## TASK INPUT
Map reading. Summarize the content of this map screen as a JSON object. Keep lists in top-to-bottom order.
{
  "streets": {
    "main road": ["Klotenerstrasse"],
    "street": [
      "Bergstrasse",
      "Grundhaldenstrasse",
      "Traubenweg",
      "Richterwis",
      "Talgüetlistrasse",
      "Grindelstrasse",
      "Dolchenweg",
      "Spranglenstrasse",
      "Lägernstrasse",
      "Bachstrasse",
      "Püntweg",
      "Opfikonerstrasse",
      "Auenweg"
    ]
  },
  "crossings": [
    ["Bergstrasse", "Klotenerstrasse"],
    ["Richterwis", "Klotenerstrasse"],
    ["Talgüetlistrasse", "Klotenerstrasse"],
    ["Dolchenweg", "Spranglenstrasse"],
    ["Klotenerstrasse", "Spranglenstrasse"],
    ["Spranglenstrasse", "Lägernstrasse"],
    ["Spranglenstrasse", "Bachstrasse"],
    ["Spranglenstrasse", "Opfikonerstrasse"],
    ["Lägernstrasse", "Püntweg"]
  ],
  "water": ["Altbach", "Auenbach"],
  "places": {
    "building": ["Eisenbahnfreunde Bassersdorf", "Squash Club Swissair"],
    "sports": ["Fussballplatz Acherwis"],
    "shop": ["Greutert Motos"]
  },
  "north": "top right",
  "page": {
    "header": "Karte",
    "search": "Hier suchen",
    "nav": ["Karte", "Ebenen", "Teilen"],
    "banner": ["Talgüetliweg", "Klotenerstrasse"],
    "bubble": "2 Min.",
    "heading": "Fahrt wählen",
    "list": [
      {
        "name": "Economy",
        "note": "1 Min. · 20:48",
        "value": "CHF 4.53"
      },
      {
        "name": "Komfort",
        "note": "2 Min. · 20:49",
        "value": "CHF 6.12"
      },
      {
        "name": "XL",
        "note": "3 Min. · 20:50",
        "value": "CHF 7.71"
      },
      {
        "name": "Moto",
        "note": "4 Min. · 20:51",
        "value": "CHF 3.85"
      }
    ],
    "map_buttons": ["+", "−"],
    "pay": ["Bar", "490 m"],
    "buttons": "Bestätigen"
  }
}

## THE TASK
Write out all the material exactly.

## ANSWER BOX
Map reading. Summarize the content of this map screen as a JSON object. Keep lists in top-to-bottom order.
{
  "streets": {
    "main road": ["Klotenerstrasse"],
    "street": [
      "Bergstrasse",
      "Grundhaldenstrasse",
      "Traubenweg",
      "Richterwis",
      "Talgüetlistrasse",
      "Grindelstrasse",
      "Dolchenweg",
      "Spranglenstrasse",
      "Lägernstrasse",
      "Bachstrasse",
      "Püntweg",
      "Opfikonerstrasse",
      "Auenweg"
    ]
  },
  "crossings": [
    ["Bergstrasse", "Klotenerstrasse"],
    ["Richterwis", "Klotenerstrasse"],
    ["Talgüetlistrasse", "Klotenerstrasse"],
    ["Dolchenweg", "Spranglenstrasse"],
    ["Klotenerstrasse", "Spranglenstrasse"],
    ["Spranglenstrasse", "Lägernstrasse"],
    ["Spranglenstrasse", "Bachstrasse"],
    ["Spranglenstrasse", "Opfikonerstrasse"],
    ["Lägernstrasse", "Püntweg"]
  ],
  "water": ["Altbach", "Auenbach"],
  "places": {
    "building": ["Eisenbahnfreunde Bassersdorf", "Squash Club Swissair"],
    "sports": ["Fussballplatz Acherwis"],
    "shop": ["Greutert Motos"]
  },
  "north": "top right",
  "page": {
    "header": "Karte",
    "search": "Hier suchen",
    "nav": ["Karte", "Ebenen", "Teilen"],
    "banner": ["Talgüetliweg", "Klotenerstrasse"],
    "bubble": "2 Min.",
    "heading": "Fahrt wählen",
    "list": [
      {
        "name": "Economy",
        "note": "1 Min. · 20:48",
        "value": "CHF 4.53"
      },
      {
        "name": "Komfort",
        "note": "2 Min. · 20:49",
        "value": "CHF 6.12"
      },
      {
        "name": "XL",
        "note": "3 Min. · 20:50",
        "value": "CHF 7.71"
      },
      {
        "name": "Moto",
        "note": "4 Min. · 20:51",
        "value": "CHF 3.85"
      }
    ],
    "map_buttons": ["+", "−"],
    "pay": ["Bar", "490 m"],
    "buttons": "Bestätigen"
  }
}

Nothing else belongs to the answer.